Nathan Flatland, the founder and brewer at Mu, said that after city inspectors gave him the go-ahead last month, he started brewing his first batch of beer. He served the first few customers June 6.
That isn’t to say those first few brew days were easy. They weren’t. Still, Flatland said that after the first few tries, whipping up batch after of batch of Mu’s raspberry red, maple porter, whit and others is getting easier and easier.
“Now I’ve got the process down,” he said last week as he sweated through a marathon brewing session for Mu’s raspberry red.
That brew has been so popular during Mu’s early days — which haven’t featured much marketing as the brewery gets off the ground slowly with a “soft opening” — that Flatland said he had to brew a second batch a week after pouring those first pints.
For Flatland, the process of launching his own brewery at 9735 E. Colfax Ave. — in the heart of the burgeoning Aurora Cultural Arts District — was a lengthy one that had its share of lumps.
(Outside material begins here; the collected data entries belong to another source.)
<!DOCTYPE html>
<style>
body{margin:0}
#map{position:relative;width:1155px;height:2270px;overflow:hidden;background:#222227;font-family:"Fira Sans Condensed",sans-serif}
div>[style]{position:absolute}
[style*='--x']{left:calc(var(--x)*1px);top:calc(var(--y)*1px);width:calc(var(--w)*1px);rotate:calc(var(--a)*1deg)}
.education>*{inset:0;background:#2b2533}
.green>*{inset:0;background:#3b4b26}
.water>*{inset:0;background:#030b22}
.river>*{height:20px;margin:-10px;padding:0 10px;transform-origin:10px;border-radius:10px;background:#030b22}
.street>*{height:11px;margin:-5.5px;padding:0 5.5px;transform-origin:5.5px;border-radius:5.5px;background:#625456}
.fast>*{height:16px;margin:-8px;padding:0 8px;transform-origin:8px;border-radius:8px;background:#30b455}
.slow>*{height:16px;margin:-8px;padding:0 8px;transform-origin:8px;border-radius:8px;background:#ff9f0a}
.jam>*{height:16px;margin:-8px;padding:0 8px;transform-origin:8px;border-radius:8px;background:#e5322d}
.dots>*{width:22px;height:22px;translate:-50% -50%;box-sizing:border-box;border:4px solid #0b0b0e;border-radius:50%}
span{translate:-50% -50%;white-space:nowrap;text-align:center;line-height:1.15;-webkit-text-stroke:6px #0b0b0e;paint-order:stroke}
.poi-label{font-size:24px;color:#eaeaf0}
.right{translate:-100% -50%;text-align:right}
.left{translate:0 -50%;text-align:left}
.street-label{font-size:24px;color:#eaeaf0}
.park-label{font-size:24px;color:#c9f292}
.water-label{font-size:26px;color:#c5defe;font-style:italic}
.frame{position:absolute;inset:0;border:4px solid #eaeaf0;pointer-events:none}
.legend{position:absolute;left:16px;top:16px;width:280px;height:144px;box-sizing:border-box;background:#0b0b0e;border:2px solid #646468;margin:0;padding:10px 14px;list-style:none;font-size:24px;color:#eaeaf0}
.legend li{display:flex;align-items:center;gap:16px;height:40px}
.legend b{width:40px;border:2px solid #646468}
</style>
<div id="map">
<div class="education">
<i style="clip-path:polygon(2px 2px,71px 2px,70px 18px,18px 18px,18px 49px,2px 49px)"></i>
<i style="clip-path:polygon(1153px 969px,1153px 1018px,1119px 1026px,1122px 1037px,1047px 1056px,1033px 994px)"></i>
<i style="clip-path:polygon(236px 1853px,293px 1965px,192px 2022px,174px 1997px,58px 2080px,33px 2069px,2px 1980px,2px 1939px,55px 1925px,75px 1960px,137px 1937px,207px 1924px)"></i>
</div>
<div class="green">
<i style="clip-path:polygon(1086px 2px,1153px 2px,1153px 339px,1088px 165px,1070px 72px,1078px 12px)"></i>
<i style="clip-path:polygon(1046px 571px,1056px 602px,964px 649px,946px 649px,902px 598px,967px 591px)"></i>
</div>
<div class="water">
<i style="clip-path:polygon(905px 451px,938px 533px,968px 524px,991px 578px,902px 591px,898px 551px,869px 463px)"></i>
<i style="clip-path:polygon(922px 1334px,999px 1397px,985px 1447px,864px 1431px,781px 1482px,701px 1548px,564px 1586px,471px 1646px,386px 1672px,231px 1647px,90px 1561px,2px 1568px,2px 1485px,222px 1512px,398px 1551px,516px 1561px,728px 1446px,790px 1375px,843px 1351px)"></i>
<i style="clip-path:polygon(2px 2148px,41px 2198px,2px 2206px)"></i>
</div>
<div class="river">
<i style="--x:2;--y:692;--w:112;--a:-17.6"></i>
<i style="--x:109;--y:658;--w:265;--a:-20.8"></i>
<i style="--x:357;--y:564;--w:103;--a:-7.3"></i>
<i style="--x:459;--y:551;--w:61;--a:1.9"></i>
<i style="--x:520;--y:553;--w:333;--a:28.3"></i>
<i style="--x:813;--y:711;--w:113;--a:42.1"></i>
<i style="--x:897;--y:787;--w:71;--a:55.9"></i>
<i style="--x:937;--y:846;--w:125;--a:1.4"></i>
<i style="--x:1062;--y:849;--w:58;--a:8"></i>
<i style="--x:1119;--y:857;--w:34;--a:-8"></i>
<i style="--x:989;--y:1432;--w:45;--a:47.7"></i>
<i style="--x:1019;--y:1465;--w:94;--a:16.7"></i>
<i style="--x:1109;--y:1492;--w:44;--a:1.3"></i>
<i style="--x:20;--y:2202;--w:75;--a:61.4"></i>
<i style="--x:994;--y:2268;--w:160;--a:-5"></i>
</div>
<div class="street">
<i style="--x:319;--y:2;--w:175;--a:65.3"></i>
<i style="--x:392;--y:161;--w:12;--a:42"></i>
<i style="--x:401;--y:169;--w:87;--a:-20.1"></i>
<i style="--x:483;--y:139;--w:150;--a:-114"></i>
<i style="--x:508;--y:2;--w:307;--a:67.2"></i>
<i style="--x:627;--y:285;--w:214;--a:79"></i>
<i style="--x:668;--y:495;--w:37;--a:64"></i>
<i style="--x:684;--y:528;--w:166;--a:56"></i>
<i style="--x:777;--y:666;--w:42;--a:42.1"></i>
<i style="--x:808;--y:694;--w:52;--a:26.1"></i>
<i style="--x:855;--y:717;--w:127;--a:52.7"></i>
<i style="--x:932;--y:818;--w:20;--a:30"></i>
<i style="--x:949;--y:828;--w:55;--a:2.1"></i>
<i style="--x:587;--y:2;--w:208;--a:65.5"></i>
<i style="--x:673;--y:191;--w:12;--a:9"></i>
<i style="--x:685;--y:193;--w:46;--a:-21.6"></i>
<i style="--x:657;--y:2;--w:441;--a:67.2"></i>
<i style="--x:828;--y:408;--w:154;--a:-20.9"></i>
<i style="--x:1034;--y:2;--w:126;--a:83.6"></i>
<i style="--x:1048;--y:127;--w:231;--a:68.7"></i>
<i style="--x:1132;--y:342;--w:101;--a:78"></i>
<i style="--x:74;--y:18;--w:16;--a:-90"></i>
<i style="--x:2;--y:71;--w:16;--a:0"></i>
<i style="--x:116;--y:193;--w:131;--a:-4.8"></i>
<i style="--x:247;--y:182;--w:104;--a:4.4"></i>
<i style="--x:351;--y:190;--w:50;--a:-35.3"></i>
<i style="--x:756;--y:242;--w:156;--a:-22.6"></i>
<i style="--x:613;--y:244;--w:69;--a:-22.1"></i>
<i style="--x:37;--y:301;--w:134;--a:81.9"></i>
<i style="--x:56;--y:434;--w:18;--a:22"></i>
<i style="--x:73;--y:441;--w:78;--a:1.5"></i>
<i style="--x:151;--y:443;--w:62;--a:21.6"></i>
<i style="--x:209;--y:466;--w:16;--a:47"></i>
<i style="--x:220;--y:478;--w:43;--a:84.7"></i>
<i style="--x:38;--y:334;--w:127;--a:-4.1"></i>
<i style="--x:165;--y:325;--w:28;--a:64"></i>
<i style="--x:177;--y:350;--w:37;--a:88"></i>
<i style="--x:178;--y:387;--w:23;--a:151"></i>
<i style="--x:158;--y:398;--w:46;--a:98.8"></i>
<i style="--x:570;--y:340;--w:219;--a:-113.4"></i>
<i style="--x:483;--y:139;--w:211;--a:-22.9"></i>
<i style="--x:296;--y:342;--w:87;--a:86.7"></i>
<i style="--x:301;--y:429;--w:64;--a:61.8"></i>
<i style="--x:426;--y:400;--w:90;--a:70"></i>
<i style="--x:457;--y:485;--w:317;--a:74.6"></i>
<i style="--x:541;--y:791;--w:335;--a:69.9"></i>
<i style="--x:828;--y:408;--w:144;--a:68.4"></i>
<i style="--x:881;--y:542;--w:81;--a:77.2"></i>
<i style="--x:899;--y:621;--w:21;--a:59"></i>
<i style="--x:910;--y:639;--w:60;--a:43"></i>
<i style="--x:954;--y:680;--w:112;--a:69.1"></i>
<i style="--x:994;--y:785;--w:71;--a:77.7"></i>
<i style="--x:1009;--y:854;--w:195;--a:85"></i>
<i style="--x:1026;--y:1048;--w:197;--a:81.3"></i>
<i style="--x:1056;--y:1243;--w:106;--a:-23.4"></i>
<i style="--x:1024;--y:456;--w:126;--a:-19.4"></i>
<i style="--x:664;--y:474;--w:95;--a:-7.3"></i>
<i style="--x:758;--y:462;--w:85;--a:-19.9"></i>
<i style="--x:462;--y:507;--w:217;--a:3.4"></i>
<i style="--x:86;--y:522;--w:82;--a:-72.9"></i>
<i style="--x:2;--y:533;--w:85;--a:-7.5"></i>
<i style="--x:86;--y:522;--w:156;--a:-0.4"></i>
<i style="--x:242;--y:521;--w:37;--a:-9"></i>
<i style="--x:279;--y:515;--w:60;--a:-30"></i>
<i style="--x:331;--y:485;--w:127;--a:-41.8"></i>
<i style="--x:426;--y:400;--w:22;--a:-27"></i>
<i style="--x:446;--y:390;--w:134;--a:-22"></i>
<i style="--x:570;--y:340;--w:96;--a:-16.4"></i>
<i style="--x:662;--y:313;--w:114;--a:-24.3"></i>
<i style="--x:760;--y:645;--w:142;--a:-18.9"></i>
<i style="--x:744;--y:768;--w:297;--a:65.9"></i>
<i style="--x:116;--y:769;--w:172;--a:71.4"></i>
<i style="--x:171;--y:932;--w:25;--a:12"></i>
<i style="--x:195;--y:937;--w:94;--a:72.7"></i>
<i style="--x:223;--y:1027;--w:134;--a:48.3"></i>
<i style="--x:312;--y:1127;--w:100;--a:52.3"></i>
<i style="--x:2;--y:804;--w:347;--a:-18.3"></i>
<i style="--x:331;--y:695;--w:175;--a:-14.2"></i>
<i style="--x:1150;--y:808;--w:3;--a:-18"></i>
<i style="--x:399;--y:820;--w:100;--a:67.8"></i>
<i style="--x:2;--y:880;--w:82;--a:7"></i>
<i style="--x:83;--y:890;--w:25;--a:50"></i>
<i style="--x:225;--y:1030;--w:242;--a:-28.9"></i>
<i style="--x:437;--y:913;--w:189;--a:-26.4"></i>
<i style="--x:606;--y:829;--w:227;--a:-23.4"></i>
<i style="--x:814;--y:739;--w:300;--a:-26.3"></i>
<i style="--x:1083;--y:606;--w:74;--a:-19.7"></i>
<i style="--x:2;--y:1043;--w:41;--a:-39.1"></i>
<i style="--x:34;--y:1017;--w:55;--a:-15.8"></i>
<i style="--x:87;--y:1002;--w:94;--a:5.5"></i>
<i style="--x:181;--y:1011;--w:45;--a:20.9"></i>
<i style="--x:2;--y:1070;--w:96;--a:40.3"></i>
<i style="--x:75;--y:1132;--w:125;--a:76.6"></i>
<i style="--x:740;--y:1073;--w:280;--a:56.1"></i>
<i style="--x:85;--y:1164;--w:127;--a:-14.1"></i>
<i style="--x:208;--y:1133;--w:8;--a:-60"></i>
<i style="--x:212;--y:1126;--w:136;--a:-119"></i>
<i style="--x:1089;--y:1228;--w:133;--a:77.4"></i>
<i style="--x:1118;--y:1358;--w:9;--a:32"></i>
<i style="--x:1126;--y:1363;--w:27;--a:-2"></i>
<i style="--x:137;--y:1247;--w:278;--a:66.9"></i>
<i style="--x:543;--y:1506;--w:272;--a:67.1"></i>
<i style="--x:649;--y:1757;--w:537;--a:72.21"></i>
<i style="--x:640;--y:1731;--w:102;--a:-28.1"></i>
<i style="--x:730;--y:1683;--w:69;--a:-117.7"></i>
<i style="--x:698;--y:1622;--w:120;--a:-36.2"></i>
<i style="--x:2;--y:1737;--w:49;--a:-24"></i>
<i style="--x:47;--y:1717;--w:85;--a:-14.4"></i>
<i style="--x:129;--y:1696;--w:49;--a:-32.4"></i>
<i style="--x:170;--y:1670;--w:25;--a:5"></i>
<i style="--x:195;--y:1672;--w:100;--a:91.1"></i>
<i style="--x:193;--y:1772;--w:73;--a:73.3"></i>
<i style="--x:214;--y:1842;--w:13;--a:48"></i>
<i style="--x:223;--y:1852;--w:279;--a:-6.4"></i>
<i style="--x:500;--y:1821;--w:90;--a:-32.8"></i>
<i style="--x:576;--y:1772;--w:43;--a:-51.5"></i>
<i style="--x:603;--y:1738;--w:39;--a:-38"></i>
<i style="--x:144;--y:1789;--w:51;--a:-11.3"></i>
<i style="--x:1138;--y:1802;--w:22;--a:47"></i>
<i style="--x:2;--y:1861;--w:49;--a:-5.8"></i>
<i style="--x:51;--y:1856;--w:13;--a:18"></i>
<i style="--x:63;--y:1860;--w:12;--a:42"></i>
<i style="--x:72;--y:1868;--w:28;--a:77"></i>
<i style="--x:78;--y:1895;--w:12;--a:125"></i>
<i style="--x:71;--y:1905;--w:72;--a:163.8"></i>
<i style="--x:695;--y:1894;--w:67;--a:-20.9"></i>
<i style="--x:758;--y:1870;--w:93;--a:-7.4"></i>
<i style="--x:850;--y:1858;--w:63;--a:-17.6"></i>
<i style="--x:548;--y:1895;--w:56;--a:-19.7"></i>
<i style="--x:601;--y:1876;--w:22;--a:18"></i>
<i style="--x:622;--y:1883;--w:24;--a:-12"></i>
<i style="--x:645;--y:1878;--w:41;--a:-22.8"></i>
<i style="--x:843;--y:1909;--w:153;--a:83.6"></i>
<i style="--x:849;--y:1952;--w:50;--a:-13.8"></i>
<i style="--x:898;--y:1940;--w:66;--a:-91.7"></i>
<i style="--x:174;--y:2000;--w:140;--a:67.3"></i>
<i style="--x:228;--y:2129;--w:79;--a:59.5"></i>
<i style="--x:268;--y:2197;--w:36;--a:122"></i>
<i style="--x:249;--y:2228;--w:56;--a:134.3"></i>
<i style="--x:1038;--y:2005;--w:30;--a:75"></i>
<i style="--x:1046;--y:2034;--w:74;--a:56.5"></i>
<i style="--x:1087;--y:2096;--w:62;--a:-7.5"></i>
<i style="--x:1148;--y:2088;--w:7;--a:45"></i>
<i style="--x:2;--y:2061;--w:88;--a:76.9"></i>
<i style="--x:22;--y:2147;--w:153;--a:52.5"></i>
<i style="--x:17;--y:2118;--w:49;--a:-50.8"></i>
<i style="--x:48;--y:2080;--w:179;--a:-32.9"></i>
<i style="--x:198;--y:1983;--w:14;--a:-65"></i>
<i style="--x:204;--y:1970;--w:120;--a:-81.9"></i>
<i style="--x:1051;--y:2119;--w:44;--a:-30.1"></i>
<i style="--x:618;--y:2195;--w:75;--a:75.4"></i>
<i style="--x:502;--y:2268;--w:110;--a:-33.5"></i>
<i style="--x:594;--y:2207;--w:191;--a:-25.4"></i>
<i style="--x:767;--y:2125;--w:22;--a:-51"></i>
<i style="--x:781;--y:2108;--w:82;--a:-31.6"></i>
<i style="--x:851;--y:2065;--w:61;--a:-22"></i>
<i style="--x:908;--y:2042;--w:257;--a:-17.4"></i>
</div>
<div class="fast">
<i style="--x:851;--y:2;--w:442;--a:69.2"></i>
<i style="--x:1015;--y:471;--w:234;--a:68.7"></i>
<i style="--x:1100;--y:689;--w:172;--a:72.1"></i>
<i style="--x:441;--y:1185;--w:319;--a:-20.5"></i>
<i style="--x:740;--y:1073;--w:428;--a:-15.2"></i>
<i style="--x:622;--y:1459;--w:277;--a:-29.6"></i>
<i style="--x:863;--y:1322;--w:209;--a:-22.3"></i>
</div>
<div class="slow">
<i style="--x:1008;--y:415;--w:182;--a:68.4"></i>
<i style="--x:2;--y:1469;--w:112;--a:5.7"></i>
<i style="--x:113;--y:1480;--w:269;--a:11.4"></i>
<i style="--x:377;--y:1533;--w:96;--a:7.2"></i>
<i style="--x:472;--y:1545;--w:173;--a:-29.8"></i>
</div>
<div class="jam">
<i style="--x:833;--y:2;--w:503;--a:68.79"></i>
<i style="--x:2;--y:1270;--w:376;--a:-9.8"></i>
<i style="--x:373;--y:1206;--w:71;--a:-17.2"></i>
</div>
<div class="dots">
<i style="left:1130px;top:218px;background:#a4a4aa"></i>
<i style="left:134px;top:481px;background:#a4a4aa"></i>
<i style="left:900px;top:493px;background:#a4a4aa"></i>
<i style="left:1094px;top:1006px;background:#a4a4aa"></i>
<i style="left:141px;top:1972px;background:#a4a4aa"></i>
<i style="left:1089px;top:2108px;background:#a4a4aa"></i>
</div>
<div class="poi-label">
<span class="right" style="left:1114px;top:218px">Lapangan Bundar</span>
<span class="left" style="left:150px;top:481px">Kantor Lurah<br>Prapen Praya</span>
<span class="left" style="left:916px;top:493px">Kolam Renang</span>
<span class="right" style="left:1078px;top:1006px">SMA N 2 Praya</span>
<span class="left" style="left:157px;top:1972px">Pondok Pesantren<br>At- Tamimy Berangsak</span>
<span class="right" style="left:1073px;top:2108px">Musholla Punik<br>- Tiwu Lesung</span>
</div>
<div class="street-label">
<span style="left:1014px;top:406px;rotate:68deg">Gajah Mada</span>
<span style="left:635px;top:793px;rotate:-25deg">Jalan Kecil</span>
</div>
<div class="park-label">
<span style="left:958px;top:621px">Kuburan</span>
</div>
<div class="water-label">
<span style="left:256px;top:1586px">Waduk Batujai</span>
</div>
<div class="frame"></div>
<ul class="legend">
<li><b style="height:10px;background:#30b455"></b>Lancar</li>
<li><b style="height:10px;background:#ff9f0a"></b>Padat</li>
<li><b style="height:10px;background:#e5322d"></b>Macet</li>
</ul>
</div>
Initially, when he announced plans for the brewery in spring 2013, Flatland planned to be up and running by the following fall. The target was the annual Oktoberfest weekends, a popular time for beer drinking.
But the fall passed and the small storefront near East Colfax Avenue and Dayton Street sat unchanged, the squishy floor and dusty counter once used by a day labor operation still sitting there.
Finding a contractor to turn the storefront into a brewery and tasting room proved more difficult that Flatland imagined. It wasn’t until February that construction there finally started.
From there, the following few weeks were a bit of a blur. The long-dormant storefront quickly morphed into a spacious tasting room with a brew house in the back. With construction quickly moving along, Flatland had hoped for an opening sometime in April, but problems with a ventilation system pushed that out to June.
Flatland said that once he got started brewing at Mu, he realized he had a lot left to learn about commercial brewing. He has been brewing beer at home for years, but scaling up to a large-scale operation was trickier than he
The first day was a brutal 17-hour slog.
“I was like, ‘Maybe I did this wrong, maybe I was an idiot and didn’t know what I was up against,’” he said.
The first batch of brown ale had to be dumped down the drain after a glass thermometer in the kettle burst, mixing shards of glass with the otherwise tasty brew.
With the frustration mounting, Flatland said he found helpful advice from some other local brewers who told him that several uber-successful local brew pubs experienced equally rough first days.
Flatland said it took him a while, but he figured things out over time.
“I didn’t get better until about day four,” he said.
Flatland has said he hopes Mu will tap into a growing number of beer aficionados always looking to try something new from local craft brewers.
According to the Boulder-based Brewers Association, more than 400 new breweries opened around the country in 2013, bringing the total number to more than 2,700. That’s up from 1,900 in 2007.
For now, Mu is open Thursday through Sunday and Flatland said he is planning a grand opening celebration sometime in July.